Bosch drummed his pen on the report and thought about this. He knew this was a mistake made by Green and Garcia. The victim’s feet should have been examined at the scene and they should have made the jump right then to the idea that the suicide was a setup. Instead they missed it and they lost two days waiting for the autopsy on a weekend. Those days plus the two days lost when patrol wrote the parents’ call off as a runaway case added up to a bad number in a murder investigation. There was no doubt that the case was slow out of the blocks. Bosch was beginning to see how badly the department had let Rebecca Verloren down.

The autopsy report also contained the results of a gunshot residue test conducted on the victim’s hands.

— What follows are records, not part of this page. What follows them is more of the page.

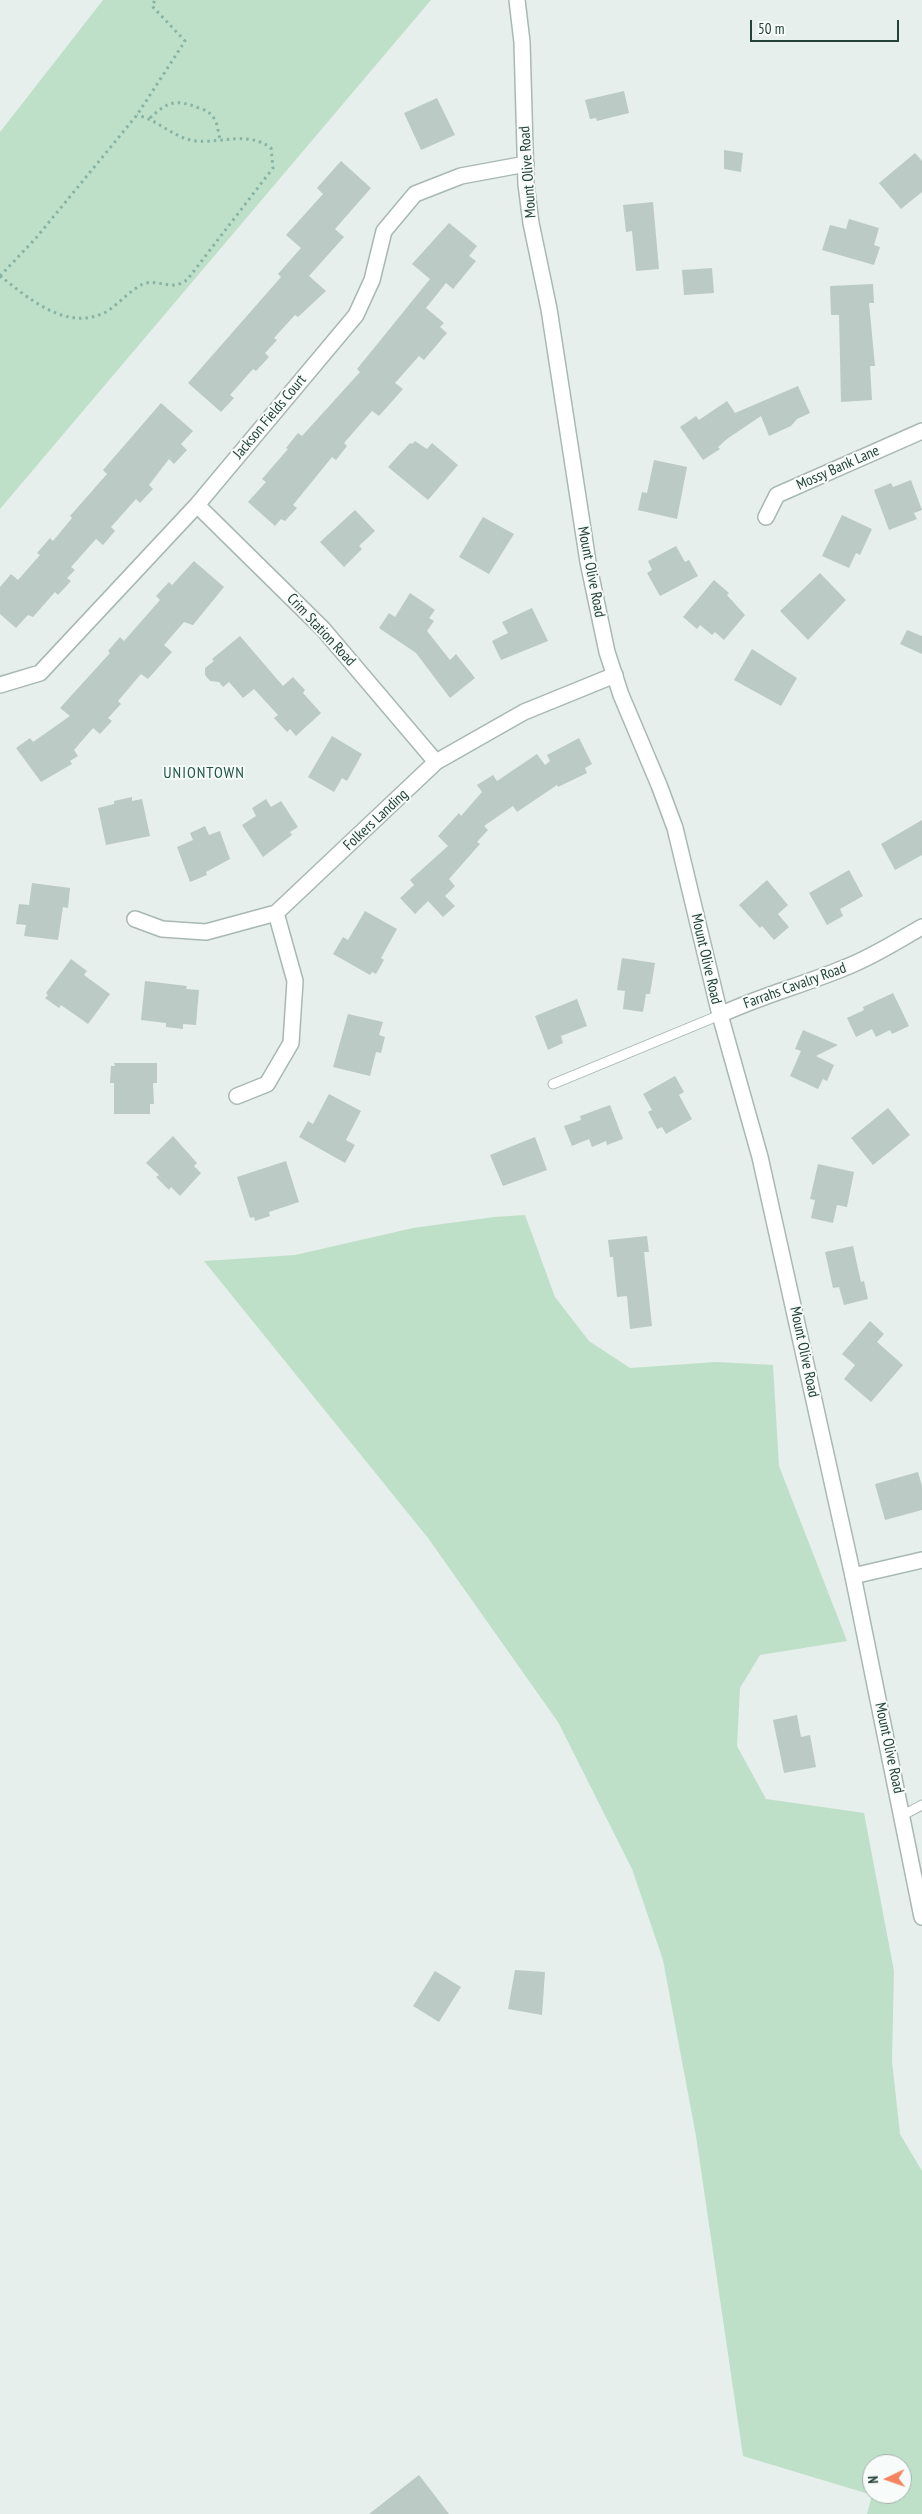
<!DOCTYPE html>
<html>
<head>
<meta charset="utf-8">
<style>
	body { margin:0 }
	#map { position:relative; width:922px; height:2514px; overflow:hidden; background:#e6efeb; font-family:"PT Sans Narrow",sans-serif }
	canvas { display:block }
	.north { position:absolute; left:862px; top:2454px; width:50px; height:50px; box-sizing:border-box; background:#f7fbf9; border:1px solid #a3b1ad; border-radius:50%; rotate:267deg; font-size:14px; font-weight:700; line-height:20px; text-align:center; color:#24423a }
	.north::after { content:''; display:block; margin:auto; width:18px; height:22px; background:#f4845f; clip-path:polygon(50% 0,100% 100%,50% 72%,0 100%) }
	.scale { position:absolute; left:750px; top:20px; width:149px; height:22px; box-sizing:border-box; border:2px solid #24423a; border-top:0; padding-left:6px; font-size:15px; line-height:18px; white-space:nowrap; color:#24423a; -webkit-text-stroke:4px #f7fbf9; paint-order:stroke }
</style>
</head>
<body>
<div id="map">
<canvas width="922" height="2514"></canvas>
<div class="north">N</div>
<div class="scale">50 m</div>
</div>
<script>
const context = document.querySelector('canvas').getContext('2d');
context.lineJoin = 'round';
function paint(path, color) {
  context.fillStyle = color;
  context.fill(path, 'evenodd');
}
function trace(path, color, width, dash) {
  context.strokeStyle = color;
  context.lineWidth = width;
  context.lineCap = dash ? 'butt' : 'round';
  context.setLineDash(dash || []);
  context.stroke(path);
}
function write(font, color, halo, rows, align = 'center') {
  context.font = font + ' "PT Sans Narrow",sans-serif';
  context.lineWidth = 4;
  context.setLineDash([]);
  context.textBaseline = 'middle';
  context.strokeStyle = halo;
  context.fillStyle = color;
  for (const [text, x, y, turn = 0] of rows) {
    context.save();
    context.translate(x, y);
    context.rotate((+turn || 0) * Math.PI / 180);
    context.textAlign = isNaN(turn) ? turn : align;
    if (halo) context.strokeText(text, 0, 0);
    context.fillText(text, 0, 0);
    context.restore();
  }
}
paint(new Path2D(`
	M103,0H431L0,509V132Z
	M525,1215L555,1297L589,1341L630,1368L716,1362L773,1365L779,1466L847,1641L760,1655L740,1688L737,1746L766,1799L864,1813L894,1971L892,2061L900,2134L922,2171V2514H867L872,2495L743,2456L696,2136L663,1960L632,1869L558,1722L428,1538L204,1261L295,1255L413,1228L494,1217ZM872,2464H902V2494H872Z`), '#bfe0c8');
paint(new Path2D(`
	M624,91L629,113L597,121L596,118L590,119L585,100Z
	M437,98L455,135L421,150L404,113Z
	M724,150L743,153L741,172L724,169Z
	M915,153L922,161V192L901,209L879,183Z
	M341,161L371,188L335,229L344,237L309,276L326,291L298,317L295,315L274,338L277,340L265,353L269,357L256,371L253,369L230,395L234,398L221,412L188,383L281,277L278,274L301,248L286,235L323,194L317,188Z
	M653,202L659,269L636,271L632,231L626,232L623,205Z
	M849,219L879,228L874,245L880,247L874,265L822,250L830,225L846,229Z
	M449,223L477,246L469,256L476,261L453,289L446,283L426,308L444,323L440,327L447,333L424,360L419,356L395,383L403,389L379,416L372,411L344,443L347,446L336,460L332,457L293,505L297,508L285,521L281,519L275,526L248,502L266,482L262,479L288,449L286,448L298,433L302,436L360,372L357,369L430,279L412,264Z
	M712,268L714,293L684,295L682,270Z
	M873,284L874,303H869L875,366H870L872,400L841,402L839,315H831L830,286Z
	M798,386L810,413L797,419L791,426L769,436L761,416L727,439L718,447L720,449L703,460L680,427L696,416L699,420L727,401L735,413Z
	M161,403L193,431L181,444L187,450L174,464L169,459L149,485L153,489L140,503L136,499L111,527L115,531L103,545L96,539L71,567L75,570L67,578L71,581L58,595L55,592L33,617L28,615L16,628L0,614V587L11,574L18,580L40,555L37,553L50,538L53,541L72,518L70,516L107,474L103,470Z
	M415,441L427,449L432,443L458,465L428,500L388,467L410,443L412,444Z
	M654,460L687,467L677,519L638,510L642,492L647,493Z
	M911,480L922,510L914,513L917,519L889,530L874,490L891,483L893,487Z
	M355,510L375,531L359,546L362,549L344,567L320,542Z
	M842,515L872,529L860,555L856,553L849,568L822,556Z
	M483,517L514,534L489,574L459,557Z
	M676,546L685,562L689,560L698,576L660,596L647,573L652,570L648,561Z
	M194,561L224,587L193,625L184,622L164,645L172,652L148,679L141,674L118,701L121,704L108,718L112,721L100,734L93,728L74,750L78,756L70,761L72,764L41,782L16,748L30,738L33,742L70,716L60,708L110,653L108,651L120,637L124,641L160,600L156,596L169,582L172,585Z
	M820,573L846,600L808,640L780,611Z
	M714,580L729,593L727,595L745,615L724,640L715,632L712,635L700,625L697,629L683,617Z
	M410,593L435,610L429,618L434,621L427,631L450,660L456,654L475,678L450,698L416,653L379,628L389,613L395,617Z
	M532,608L548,641L501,660L492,641L508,633L502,622Z
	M907,630L922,636V654L900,644Z
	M240,636L283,686L293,677L305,690L303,693L321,713L296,736L290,729L287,732L274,718L278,715L254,689L243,698L229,682L223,687L219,682L210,681L205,675V668L214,661L212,659Z
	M752,649L797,678L781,706L734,680Z
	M332,736L362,754L347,781L342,778L334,792L308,777Z
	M579,738L592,764L585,768L587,773L558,787L557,785L517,812L513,806L484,826L488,830L477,842L480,844L449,879L455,886L445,896L455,906L443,917L428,901L415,914L400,898L414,885L410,880L448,846L438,836L459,813L461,816L482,792L477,785L493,775L497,781L537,754L545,765L550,761L547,755Z
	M132,797V801L142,799L150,836L106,845L98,808L114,804V801Z
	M266,799L271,807L281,801L298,827L290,832L292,835L263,857L242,825L256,816L252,808Z
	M922,820V855L895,870L881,844Z
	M205,826L209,835L220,831L230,859L206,872L207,875L190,882L177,847L193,840L190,833Z
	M849,870L863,896L840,909L843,916L827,925L809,893Z
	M767,880L788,905L778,914L789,927L774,940L762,926L760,928L739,905Z
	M32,883L70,888L68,908L63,907L58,940L24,936L26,925L16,924L19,904L29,905Z
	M365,911L397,929L381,958L384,960L376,974L372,972L370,975L333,954L343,937L348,940Z
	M622,958L655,963L650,994H646L643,1012L623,1009L625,991L617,990Z
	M71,959L87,971L84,975L110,994L88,1024L61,1005L59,1008L45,998L48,995L46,993Z
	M145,981L187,986L186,989L199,990L196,1025L183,1024V1029L166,1027V1023L141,1020Z
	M893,993L909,1026L892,1034L890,1030L876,1037L872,1029L856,1037L847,1018L864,1010L863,1007Z
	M577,999L587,1026L561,1036L563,1043L548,1050L535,1016Z
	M348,1014L383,1022L379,1035L385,1037L381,1053L376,1052L370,1076L333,1067Z
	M803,1030L838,1045L816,1056L834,1065L827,1081L823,1079L818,1089L790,1076L801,1051L795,1049Z
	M114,1063H157V1083H153L154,1104H150V1114H114V1083H110L111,1066H115Z
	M675,1076L684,1092L679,1095L692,1119L666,1134L662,1127L657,1129L648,1112L652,1110L643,1094Z
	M329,1094L361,1111L346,1140L355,1145L345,1163L299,1137L308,1121L313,1124Z
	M610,1105L623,1139L607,1145L606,1141L592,1147L589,1139L572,1146L564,1126L581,1120L580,1116Z
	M888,1108L910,1135L873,1165L851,1138Z
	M173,1136L197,1163L194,1166L201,1173L180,1196L171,1187L169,1190L156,1177L159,1175L146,1163Z
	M535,1137L547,1170L503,1186L490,1155Z
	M286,1161L299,1202L269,1212L270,1216L255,1221L254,1217L250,1218L237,1177Z
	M818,1164L854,1172L847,1207L837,1205L833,1223L811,1218L815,1200L810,1199Z
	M647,1236L649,1252H644L652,1326L630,1329L627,1296L617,1297L613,1257H610L608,1240Z
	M853,1246L861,1282L864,1281L868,1299L844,1305L839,1287L833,1288L825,1252Z
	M870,1321L884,1334L877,1342L903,1365L871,1402L844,1379L855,1365L842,1354Z
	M918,1472L922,1486V1510L885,1520L875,1484Z
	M797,1715L801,1737L810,1735L816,1767L784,1773L773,1720Z
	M515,1970L545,1972L542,2015L508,2009Z
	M435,1971L461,1987L439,2022L413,2006Z
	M419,2475L449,2514H369Z`), '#bbcac4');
const service = new Path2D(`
	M553,1084L720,1015
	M903,1815L922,1805`);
const minor = new Path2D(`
	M197,505L323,629L436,762
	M766,517L777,495L922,431
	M0,685L40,673L197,505L356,315L372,280L384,231L415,194L461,176L526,164
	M135,919L162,929L206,932L276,913L436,762L524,712L615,675
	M720,1015C760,996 803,985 844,968C871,958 897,941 922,927
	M237,1096L267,1084L291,1043L295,981L276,913
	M853,1576L922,1560`);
const tertiary = new Path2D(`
	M517,0L522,42L526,184L531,223L549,309L588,562L607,652L621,695L659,785L675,828L720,1015L760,1157L853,1576L922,1917`);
trace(service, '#a8b8b2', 11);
trace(minor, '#a8b8b2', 18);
trace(tertiary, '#a8b8b2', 18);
trace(new Path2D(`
	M150,118C168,101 176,99 199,108C206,110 211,113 215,120C218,125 218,133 220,139
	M0,276C30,299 66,332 106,312C119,304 129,291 143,284C153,280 163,285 173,285C178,286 183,282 187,280L273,168L271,148C248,131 223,143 197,141C174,139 159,120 137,115
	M0,276L36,238L137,115L185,41L152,6L155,0`), '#86b3a5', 3, [2.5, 4]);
trace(service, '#fff', 9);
trace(minor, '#fff', 15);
trace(tertiary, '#fff', 15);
write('15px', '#24423a', '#f7fbf9', [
	["Mount Olive Road",528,172,-94],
	["Jackson Fields Court",270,417,-50],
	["Mossy Bank Lane",838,468,-24],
	["Mount Olive Road",591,572,79],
	["Crim Station Road",321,630,47],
	["Folkers Landing",376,820,-43],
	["Mount Olive Road",706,959,77],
	["Farrahs Cavalry Road",795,986,-20],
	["Mount Olive Road",804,1352,78],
	["Mount Olive Road",889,1748,78]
]);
context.letterSpacing = '1px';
write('16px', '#1f5548', '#f7fbf9', [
	["UNIONTOWN",204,773]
]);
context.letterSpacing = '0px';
</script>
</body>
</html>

While GSR was found on Becky Verloren’s right hand, there was no indication of it on her left. Even though Verloren was right-handed Bosch knew that the GSR test was an indicator that she had not actually fired the gun that killed her. Experience-no matter how limited-and common sense would have told the investigators that the girl would have needed to use both hands to properly hold the heavy gun pointed against her own chest and to pull the trigger. The result would have been GSR on both her hands.